Carbon-12
Chell, Edward (2016) Carbon-12. [Exhibition/show, Installation]
- Images
- Details
- 3357:85305
- 3357:85306
- 3357:85307
Carbon-12 was first realised as part of a collaborative exhibition Drive Thru that took place within the Cavendish Square Car Park in West London during Frieze Week.
Taking into account the urban context of this initial car centred site, the installation consisted of a set of twelve manufactured car number plates detailing the UN’s twelve most threatened global tree species and which were mounted on the concrete walls like signs designating personalised parking spaces. The fonts and design templates used for the show plates are unique and specific to this side of the automobile show plate industry often used on customised cars.
In terms of Resistance, here we have two extremes pitted against each other, species bordering on extinction through man made, often commercial / environmental interactions with a potent visual symbol of one of the worlds indices of freedom and emancipation and yet the most pervasive and environmentally damaging of instruments – the automobile.
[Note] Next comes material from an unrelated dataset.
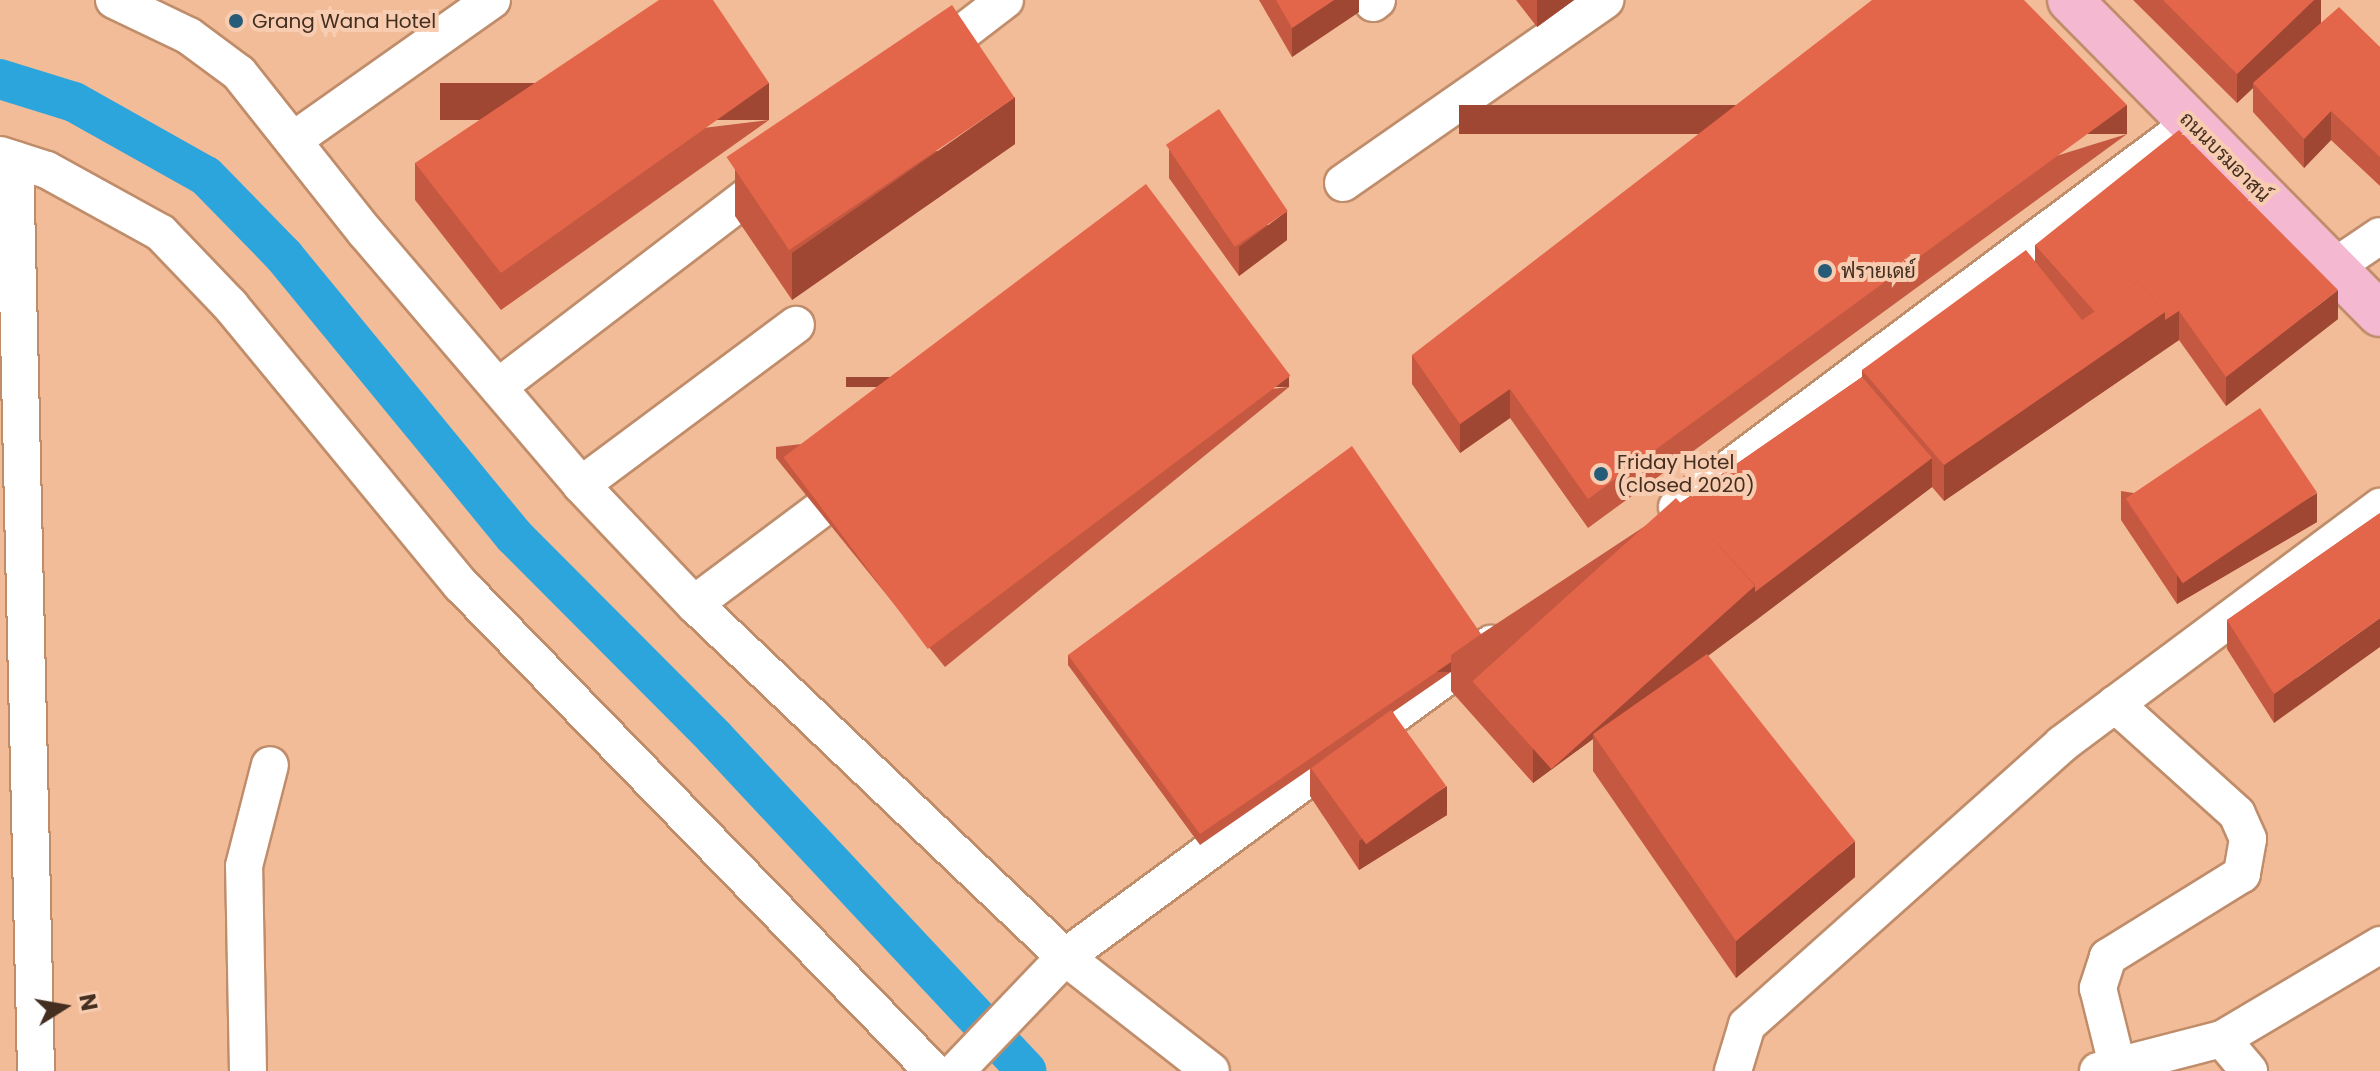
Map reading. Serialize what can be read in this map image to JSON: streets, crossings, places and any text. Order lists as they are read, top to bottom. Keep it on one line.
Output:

Taking into account the text fonts and visual templates these also cue the British side of this industry in a post Brexit and European Greece.
The world most endangered species is the aptly named Bastard Gum Tree. There are only two survivors in existence – both on opposite sides of the same island, St Helena, in the middle of the Atlantic and still a remote outpost of a dwindled one-time British empire. Kew Garden’s seed bank at Wakehurst Place are trying to germinate seeds. St Helena is an essay in environmental degradation. The island has now in some eastern slopes ben largely overrun with Jute, an imported species used in rope production (The last factories here closed in the 1970’s) and many more rare species specific to this habitat are clinging on to ever shrinking bits of available ground. One such is a species of daisy that grows into a tree – a tree daisy, an unlikely species if ever there was one.
The plates are manufactured to the standard size in laminated plastic and are small and light enough to be carried in hand luggage. The piece is flexible enough to be configured in a range of different ways from a single cluster to a linear installation, clustered in groups and scattered like seeds or germinating weeds around an exhibition.